Samuel A. Livingston 
Educational Testing Service 

The School Leaders’ Licensure Assessment (SLLA) is a six-hour written constructed- 
response test intended for use in the licensing of school principals, headmasters, etc. It consists 
of four sections, each containing a different type of question. The total score is a weighted sum 
of the scores on the four sections; the weights are chosen so that each section accounts for a 
specified proportion to the maximum possible total score. The range of possible total scores is 
0 to 100. Table 1 describes the format of the test. 

ETS pilot tested the first form of the SLLA in December of 1996, in Kentucky, 
Mississippi, Missouri, North Carolina, and Texas. The participants were 247 students in 
graduate degree programs in educational leadership and administration who were within six 
credits of completing their degree requirements. Figure 1 presents demographic data describing 
the group of participants. About one-third were from urban districts, one-third from suburban 
districts, and one-third from rural districts. About two-thirds were female. About half were 
White, one-third were Black, and one-seventh were Hispanic. (A small number were American 
Indian.) 

Section III of the SLLA consists of two cases. ETS pilot tested three cases, by creating 
three versions of the test form being pilot tested. One version included cases 1 and 2; one 
version included cases 1 and 3; and one version included cases 2 and 3. These three versions 
were packaged in alternating sequence (“spiraled”), so that the groups of participants responding 
to the three cases would be randomly equivalent. 

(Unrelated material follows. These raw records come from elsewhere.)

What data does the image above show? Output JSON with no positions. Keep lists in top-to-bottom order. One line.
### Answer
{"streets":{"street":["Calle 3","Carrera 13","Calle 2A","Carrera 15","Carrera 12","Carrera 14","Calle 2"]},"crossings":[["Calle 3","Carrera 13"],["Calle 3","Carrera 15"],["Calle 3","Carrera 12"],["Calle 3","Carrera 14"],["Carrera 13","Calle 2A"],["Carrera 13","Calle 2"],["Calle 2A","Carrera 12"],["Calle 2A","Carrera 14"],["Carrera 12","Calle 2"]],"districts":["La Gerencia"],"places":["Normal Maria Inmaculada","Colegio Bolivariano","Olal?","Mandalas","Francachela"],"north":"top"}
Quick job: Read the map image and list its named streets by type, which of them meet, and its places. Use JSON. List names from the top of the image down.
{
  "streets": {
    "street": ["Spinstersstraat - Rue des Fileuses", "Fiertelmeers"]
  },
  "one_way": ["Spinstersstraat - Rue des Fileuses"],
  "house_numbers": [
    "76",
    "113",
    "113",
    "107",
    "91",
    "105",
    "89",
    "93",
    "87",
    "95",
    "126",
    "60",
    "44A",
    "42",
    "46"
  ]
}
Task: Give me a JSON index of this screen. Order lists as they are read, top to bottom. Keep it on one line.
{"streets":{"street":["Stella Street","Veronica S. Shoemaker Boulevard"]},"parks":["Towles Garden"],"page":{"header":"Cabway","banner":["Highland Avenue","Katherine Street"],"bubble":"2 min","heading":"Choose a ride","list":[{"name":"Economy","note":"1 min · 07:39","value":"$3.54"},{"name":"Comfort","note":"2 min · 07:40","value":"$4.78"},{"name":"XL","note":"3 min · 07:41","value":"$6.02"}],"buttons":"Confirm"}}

The scorers of the pilot test were practicing school principals. The scoring was holistic: 
the scorer read the response to the question and assigned a numerical rating. Each question had a 
set of explicit scoring rules, but the application of these rules to the actual responses required 
judgment on the part of the scorer. For the two cases, the possible ratings were 0, 1 , 2, or 3; for 
all other questions, the possible ratings were 0, 1, or 2. In the pilot testing, two scorers 
independently scored each response to each question. These two independent responses provided 
the data for computing statistics describing the inter-rater consistency of the scoring. For all 
other analyses, the two ratings were averaged, with adjudication of discrepancies of more than 
one point. 2 



1 To be presented at the annual meeting of the American Educational Research Association, San Diego, CA, on 
April 17, 1998. 

2 If the two ratings of a response differed by more than one rating point, a third scorer scored the response. If the 
third scorer’s rating was midway between the two original ratings, the two original ratings were allowed to remain. 
Otherwise, the third scorer’s rating replaced the one most different from it. 



Figure 2 shows the inter-rater agreement for the three types of questions rated on a 0/1/2 
scale. The proportion of responses receiving the same rating from both raters varied from 78 
percent (for the short vignettes) to 68 percent (for the document-based questions). Differences of 
two points were rare. Figures 3, 4, and 5 show the inter-rater agreement separately for the 
individual questions in each of these three sections of the SLLA. The proportion of exact 
agreement varied from .65 to .97 for the short vignettes, from .63 to .79 for the long vignettes, 
and from .58 to .78 for the document-based questions. These results provided the basis for 
identifying questions requiring revision, either in the question itself or in the scoring rules. 

Figure 6 shows the inter-rater agreement for the three cases, which were rated on a 
0/1/2/3 scale. The proportion of responses receiving the same rating from both raters varied from 
42 to .86. The proportion of responses for which the ratings differed by no more than one point 
varied from .90 to 1.00. 

To estimate the inter-rater reliability of the total scores, ETS used the first and second 
ratings to estimate the reliability of scores on each question and combined the estimates with the 
composite-reliability formula. The estimated inter-rater reliability of the total scores based on 
two ratings of each response was .93. ETS also estimated the inter-rater reliability of the total 
scores based on two ratings of the cases but only one rating of the responses to the other 
questions. The estimated inter-rater reliability of the total scores under this procedure was .90. 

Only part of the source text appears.